┌────────

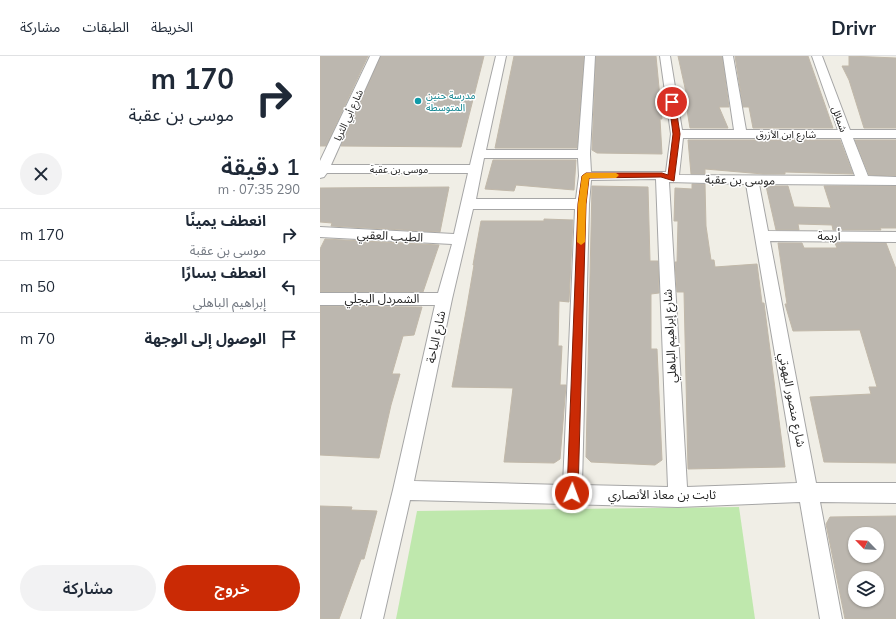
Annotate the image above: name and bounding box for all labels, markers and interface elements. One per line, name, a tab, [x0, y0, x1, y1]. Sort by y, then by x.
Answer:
text: Drivr	[831, 16, 876, 40]
text: مشاركة	[20, 18, 60, 36]
text: الطبقات	[82, 18, 129, 36]
text: الخريطة	[151, 18, 193, 36]
text: 170 m	[151, 61, 234, 96]
icon: right	[248, 72, 300, 124]
pin	[655, 85, 689, 119]
street label: شارع أبي الثريا	[331, 87, 367, 144]
place label: مدرسة حنين المتوسطة	[426, 89, 476, 114]
icon: arrive	[661, 91, 683, 113]
marker: مدرسة حنين المتوسطة	[413, 96, 423, 106]
text: موسى بن عقبة	[128, 103, 234, 126]
street label: شمائل	[829, 104, 850, 134]
street label: شارع ابن الأزرق	[756, 128, 816, 142]
text: 1 دقيقة	[221, 151, 300, 181]
button: close	[20, 153, 62, 195]
street label: موسى بن عقبة	[370, 163, 428, 176]
street label: موسى بن عقبة	[705, 171, 775, 188]
text: 290 m · 07:35	[218, 181, 300, 197]
text: انعطف يمينًا	[185, 211, 266, 230]
icon: right	[278, 224, 300, 246]
text: 170 m	[20, 225, 64, 244]
street label: الطيب العقبي	[356, 226, 424, 248]
street label: أريمة	[817, 228, 841, 243]
text: موسى بن عقبة	[190, 242, 266, 258]
text: انعطف يسارًا	[181, 263, 266, 282]
icon: left	[278, 276, 300, 298]
text: 50 m	[20, 277, 55, 296]
street label: شارع إبراهيم الباهلي	[660, 289, 682, 383]
street label: الشمردل البجلي	[345, 291, 420, 309]
text: إبراهيم الباهلي	[193, 294, 266, 310]
street label: شارع الباحة	[423, 309, 450, 365]
icon: arrive	[278, 328, 300, 350]
text: 70 m	[20, 329, 55, 348]
text: الوصول إلى الوجهة	[145, 329, 266, 348]
street label: شارع منصور البهوتي	[773, 351, 809, 449]
position arrow	[551, 472, 593, 514]
street label: ثابت بن معاذ الأنصاري	[608, 487, 716, 505]
north arrow	[848, 527, 884, 563]
map controls	[848, 527, 884, 607]
button: مشاركة	[20, 565, 156, 611]
button: خروج	[164, 565, 300, 611]
button: layers	[848, 571, 884, 607]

└────────

| Task statement |
Every line of the material must be returned exactly; leave the images out.

| Reply to the exercise |
Annotate the image above: name and bounding box for all labels, markers and interface elements. One per line, name, a tab, [x0, y0, x1, y1]. Sort by y, then by x.
Answer:
text: Drivr	[831, 16, 876, 40]
text: مشاركة	[20, 18, 60, 36]
text: الطبقات	[82, 18, 129, 36]
text: الخريطة	[151, 18, 193, 36]
text: 170 m	[151, 61, 234, 96]
icon: right	[248, 72, 300, 124]
pin	[655, 85, 689, 119]
street label: شارع أبي الثريا	[331, 87, 367, 144]
place label: مدرسة حنين المتوسطة	[426, 89, 476, 114]
icon: arrive	[661, 91, 683, 113]
marker: مدرسة حنين المتوسطة	[413, 96, 423, 106]
text: موسى بن عقبة	[128, 103, 234, 126]
street label: شمائل	[829, 104, 850, 134]
street label: شارع ابن الأزرق	[756, 128, 816, 142]
text: 1 دقيقة	[221, 151, 300, 181]
button: close	[20, 153, 62, 195]
street label: موسى بن عقبة	[370, 163, 428, 176]
street label: موسى بن عقبة	[705, 171, 775, 188]
text: 290 m · 07:35	[218, 181, 300, 197]
text: انعطف يمينًا	[185, 211, 266, 230]
icon: right	[278, 224, 300, 246]
text: 170 m	[20, 225, 64, 244]
street label: الطيب العقبي	[356, 226, 424, 248]
street label: أريمة	[817, 228, 841, 243]
text: موسى بن عقبة	[190, 242, 266, 258]
text: انعطف يسارًا	[181, 263, 266, 282]
icon: left	[278, 276, 300, 298]
text: 50 m	[20, 277, 55, 296]
street label: شارع إبراهيم الباهلي	[660, 289, 682, 383]
street label: الشمردل البجلي	[345, 291, 420, 309]
text: إبراهيم الباهلي	[193, 294, 266, 310]
street label: شارع الباحة	[423, 309, 450, 365]
icon: arrive	[278, 328, 300, 350]
text: 70 m	[20, 329, 55, 348]
text: الوصول إلى الوجهة	[145, 329, 266, 348]
street label: شارع منصور البهوتي	[773, 351, 809, 449]
position arrow	[551, 472, 593, 514]
street label: ثابت بن معاذ الأنصاري	[608, 487, 716, 505]
north arrow	[848, 527, 884, 563]
map controls	[848, 527, 884, 607]
button: مشاركة	[20, 565, 156, 611]
button: خروج	[164, 565, 300, 611]
button: layers	[848, 571, 884, 607]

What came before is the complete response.